The out of sample predictions have improved to better than the baseline model (rmse 9.3 compared to 11.3).

# Make predictions on train
train_pred <- predict(lme, train)

# Make predictions on test
test_pred <- predict(lme, test)

# calculate rmse and scatter index
rmse_test <- rmse(test_pred, test$yield)
rmse_train <- rmse(train_pred, train$yield)
SI <- rmse_test/mean(yield_top_ha$yield)
rmse_ratio <- rmse_train/rmse_test

round(rmse_test,1)
## [1] 9.3
round(rmse_ratio,2)
## [1] 0.9
round(SI,2)
## [1] 0.46

5 Discussion

A number of advantages for applying multilevel models to this type of data are evident. Having direct control over the fixed and random effects and essentially defining the structure of the model is very powerful and allows the user to adapt the model to suit the dataset and aim. It also provides more meaningful feedback on what factors influence the response. The results demonstrate that a multilevel model can outperform a linear regression model on this dataset and through further work could likely be improved further. However it is clear that multilevel models have limitations based on group and observation sizes that need to be considered. In this case the lack of data points meant that more complicated models with additional correlations terms or more nested levels could not be used.

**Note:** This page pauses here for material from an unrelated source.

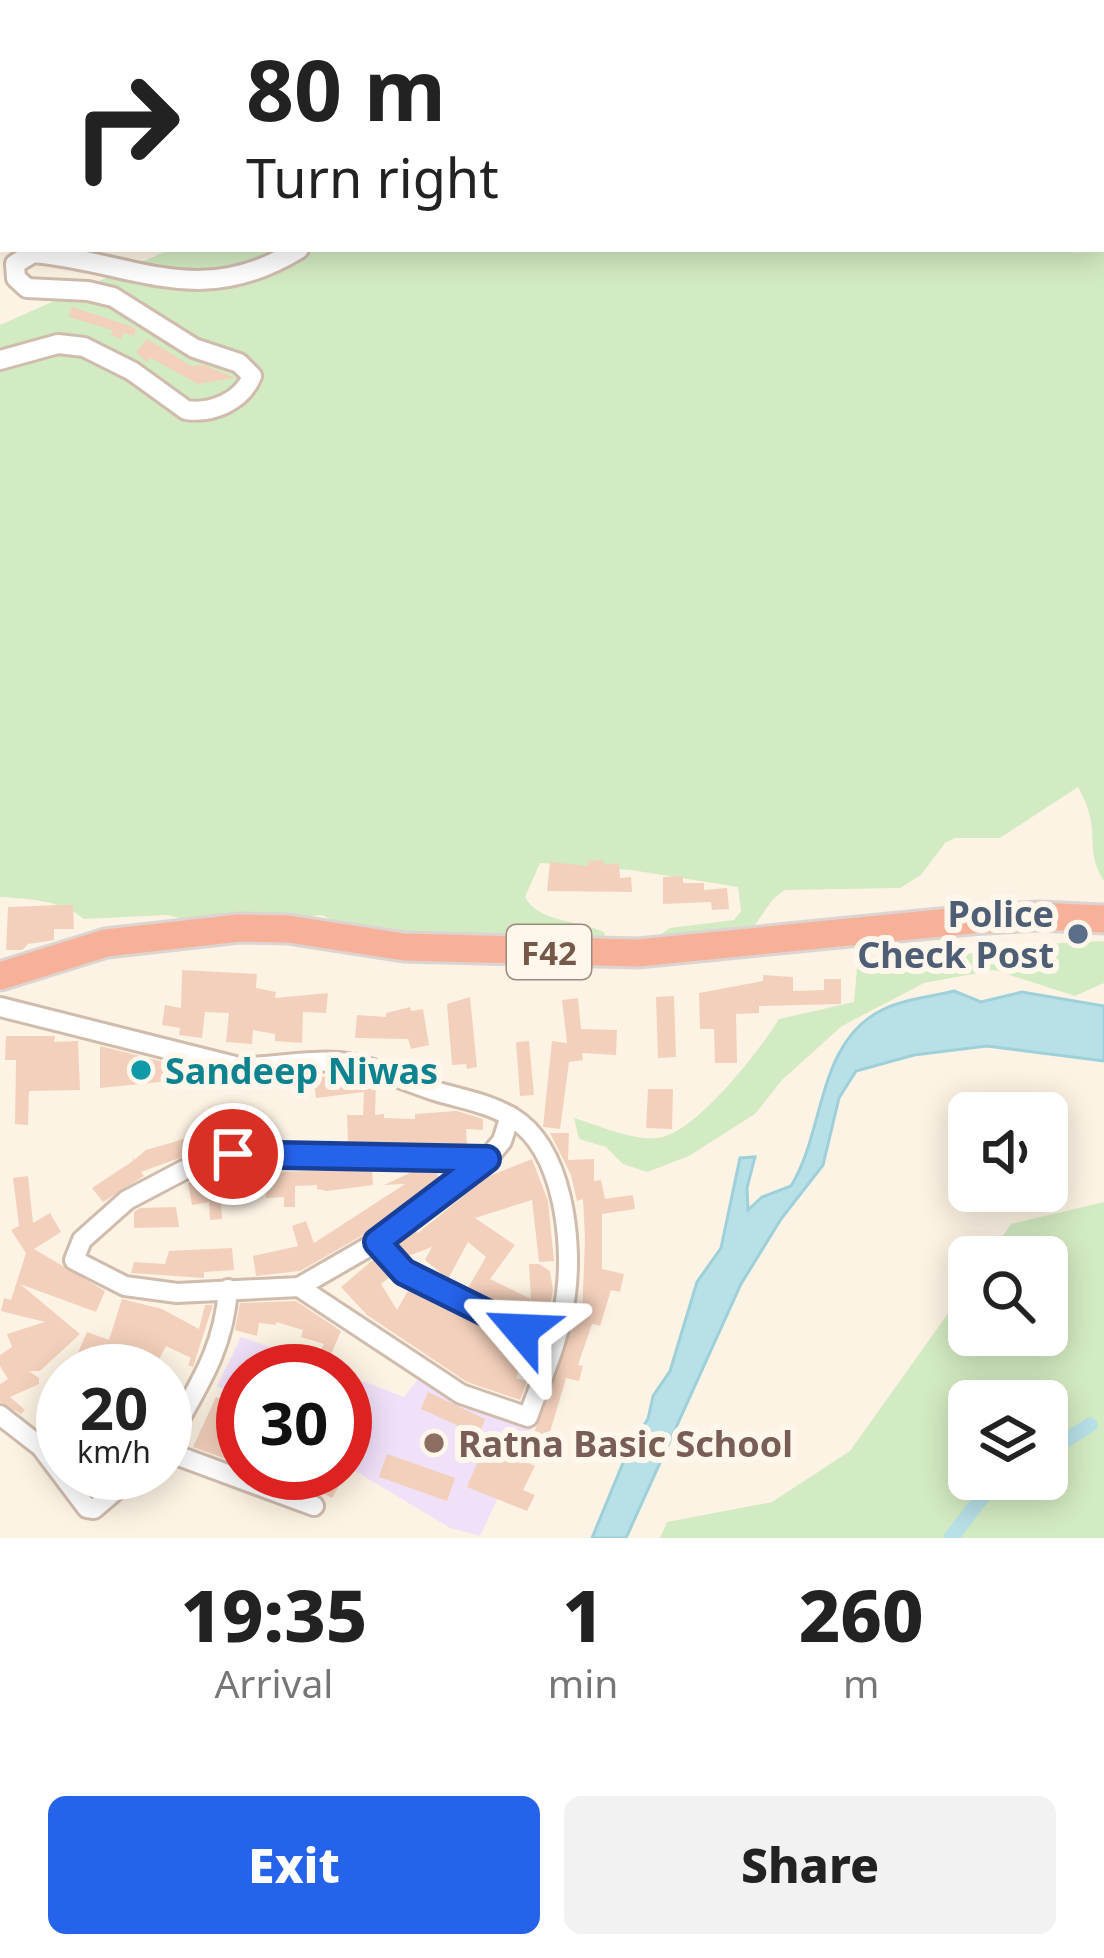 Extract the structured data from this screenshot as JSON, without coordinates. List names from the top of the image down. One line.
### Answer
{"streets":{"highway":["F42"]},"places":["Police Check Post","Sandeep Niwas","Ratna Basic School"],"page":{"turn":["80 m","Turn right"],"speed":"20 km/h","limit":"30","eta":["19:35","Arrival","1","min","260","m"],"buttons":["Exit","Share"]}} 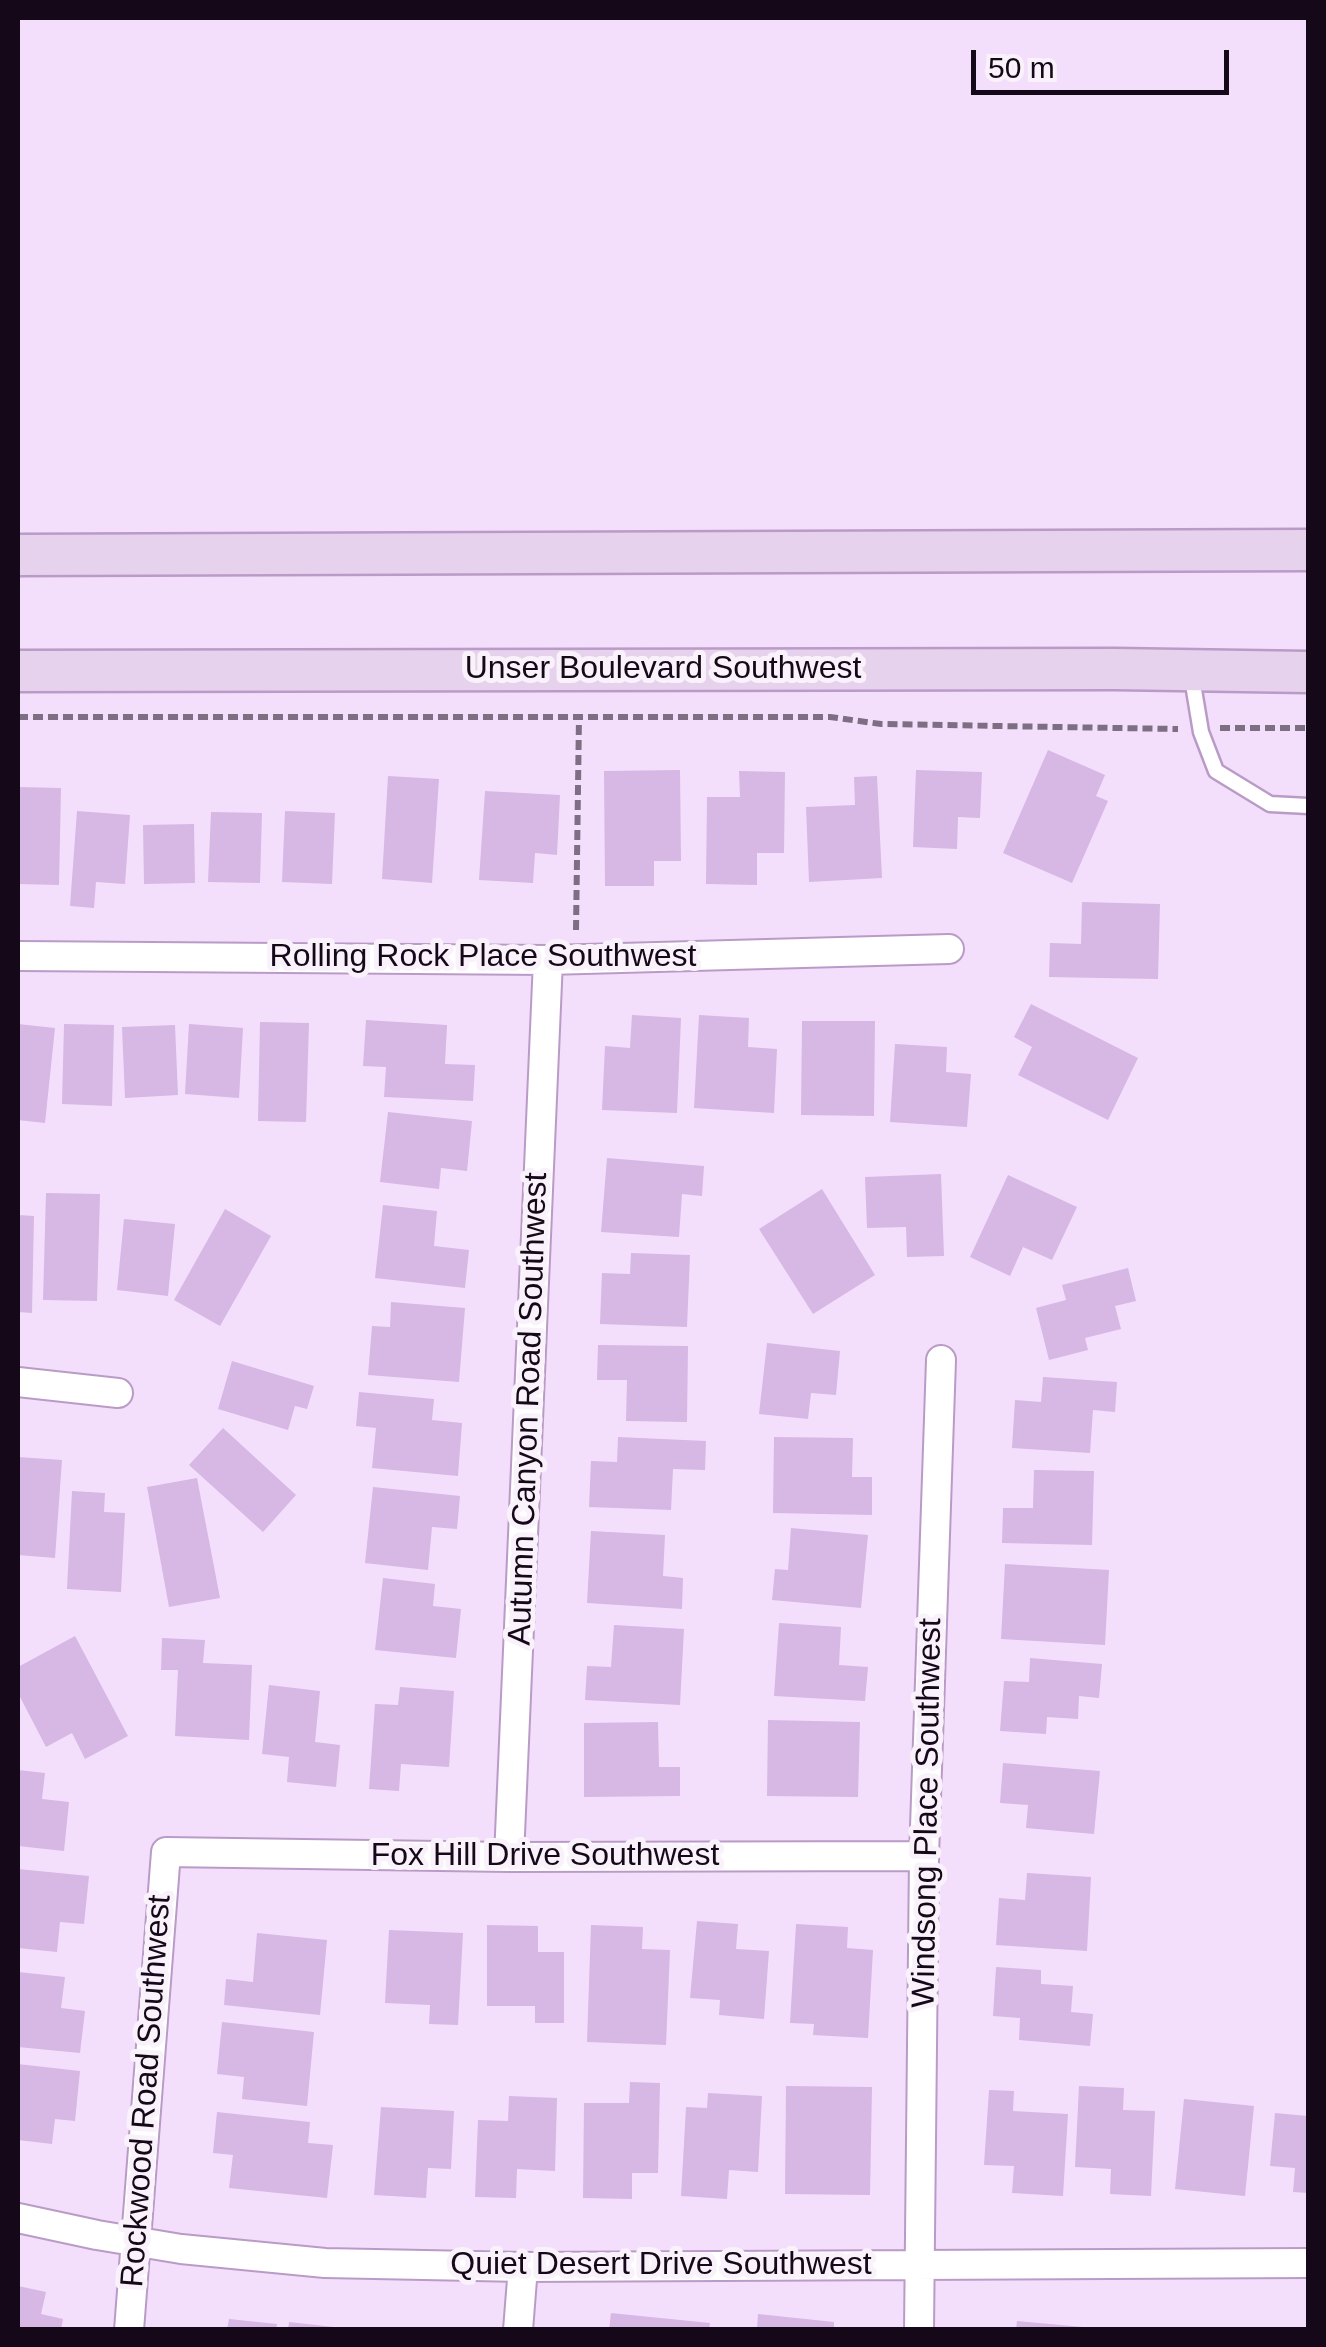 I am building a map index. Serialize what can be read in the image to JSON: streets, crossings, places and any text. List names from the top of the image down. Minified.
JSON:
{"streets":{"main road":["Unser Boulevard Southwest"],"street":["Rolling Rock Place Southwest","Autumn Canyon Road Southwest","Windsong Place Southwest","Fox Hill Drive Southwest","Rockwood Road Southwest","Quiet Desert Drive Southwest"]},"crossings":[["Rolling Rock Place Southwest","Autumn Canyon Road Southwest"],["Autumn Canyon Road Southwest","Fox Hill Drive Southwest"],["Windsong Place Southwest","Fox Hill Drive Southwest"],["Windsong Place Southwest","Quiet Desert Drive Southwest"],["Fox Hill Drive Southwest","Rockwood Road Southwest"],["Rockwood Road Southwest","Quiet Desert Drive Southwest"]],"scale_bar":"50 m"} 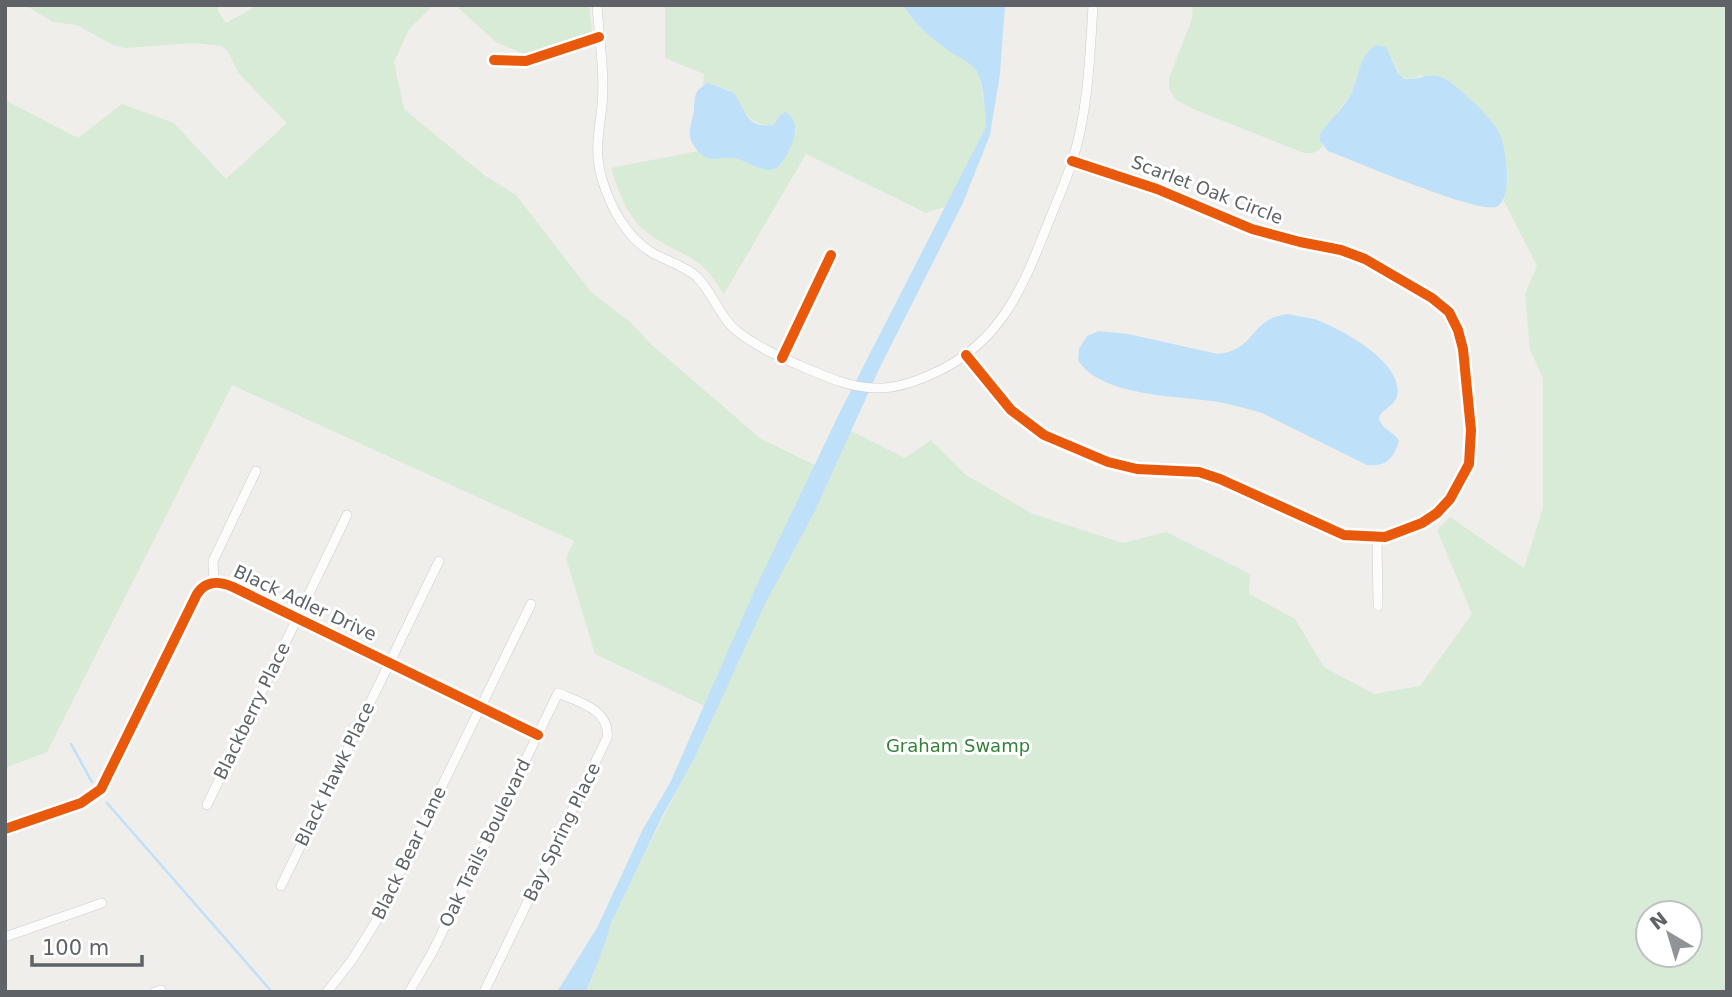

For this dataset running separate elastic net models for each commodity may deliver improved performance. As the dataset is very broad with a selection of environmental variables this would allow the models to select new predictors for each commodity. Multilevel models appear to be better suited to narrower models with a very high number of repeated measurements.

Another alternative approach could be to perform logistic regression instead and predict for commodity, rather than yield. This would still deliver on the broad research aim but would eliminate the need to summarise the results by SA2 region. Instead the whole landuse area dataset could be used which contains over 50,000 observations, compared to region dataset which has 622. It would also allow for more sophisticated geospatial based analysis.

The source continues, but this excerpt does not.